Nickel-platinum alloy monosilicidation-induced defects in n-type silicon

Electrically active defects induced by the formation of nickel-platinum alloy monosilicide (formed at 600-800 degrees C) has bean studied in n-type silicon using deep level transient spectroscopy and transmission electron microscopy measurements. A Ni-related electron trap level at E-c - 0.42 eV is observed after silicidation at 600 degrees C or above and a Pt-related electron trap level at E-c--0.50 eV is detected after silicidation at 700 degrees C or above.

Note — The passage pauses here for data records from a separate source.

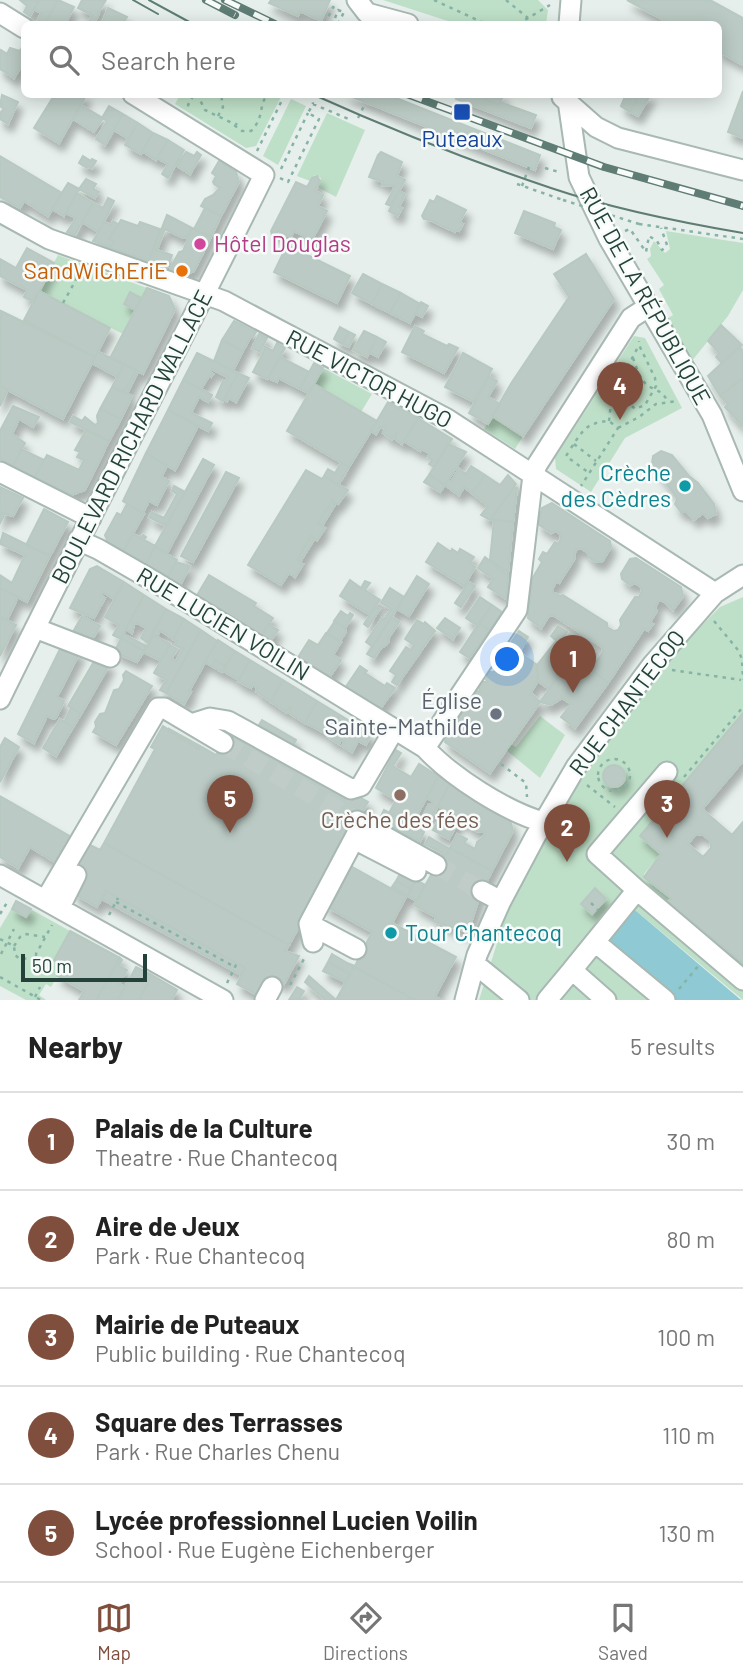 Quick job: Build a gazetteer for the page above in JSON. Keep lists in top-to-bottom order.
{
  "streets": {
    "street": [
      "RUE DE LA RÉPUBLIQUE",
      "RUE VICTOR HUGO",
      "BOULEVARD RICHARD WALLACE",
      "RUE LUCIEN VOILIN",
      "RUE CHANTECOQ"
    ]
  },
  "crossings": [
    ["RUE VICTOR HUGO", "BOULEVARD RICHARD WALLACE"],
    ["RUE VICTOR HUGO", "RUE CHANTECOQ"],
    ["BOULEVARD RICHARD WALLACE", "RUE LUCIEN VOILIN"],
    ["RUE LUCIEN VOILIN", "RUE CHANTECOQ"]
  ],
  "places": {
    "transit": ["Puteaux"],
    "other": [
      "Hôtel Douglas",
      "SandWiChEriE",
      "Crèche des Cèdres",
      "Église Sainte-Mathilde",
      "Crèche des fées",
      "Tour Chantecoq"
    ]
  },
  "scale_bar": "50 m",
  "page": {
    "search": "Search here",
    "pins": [
      "4",
      "1",
      "5",
      "3",
      "2"
    ],
    "scale": "50 m",
    "heading": ["Nearby", "5 results"],
    "list": [
      {
        "mark": "1",
        "name": "Palais de la Culture",
        "note": "Theatre · Rue Chantecoq",
        "value": "30 m"
      },
      {
        "mark": "2",
        "name": "Aire de Jeux",
        "note": "Park · Rue Chantecoq",
        "value": "80 m"
      },
      {
        "mark": "3",
        "name": "Mairie de Puteaux",
        "note": "Public building · Rue Chantecoq",
        "value": "100 m"
      },
      {
        "mark": "4",
        "name": "Square des Terrasses",
        "note": "Park · Rue Charles Chenu",
        "value": "110 m"
      },
      {
        "mark": "5",
        "name": "Lycée professionnel Lucien Voilin",
        "note": "School · Rue Eugène Eichenberger",
        "value": "130 m"
      }
    ],
    "nav": ["Map", "Directions", "Saved"]
  }
}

Two hole trap levels at E-v +0.22 and E-v +0.28 eV are also detected, E-v +0.22 eV level for silicidation at 700 degrees C or above and E-v +0.28 eV level for 600 degrees C silicidation. For the sample silicided at 600 degrees C, an additional electron trap level (located at E-c - 0.16 eV) with a broad spectral peak is detected in the near-surface region (<0.65 mu m) of the sample in which some {311} type defects of 50-100 Angstrom long are also observed. Most of observed electrically active defects have been found to be present in near-surface regions (<2 mu m). Lowest total defect concentration is observed in the sample silicided at 700 degrees C where lowest reverse saturation current is also observed, indicating that the Ni(Pt) monosilicidation-induced electrically active defects are effective recombination/generation centers. (C) 2000 American Institute of Physics. [S0003-6951(00)02523-7].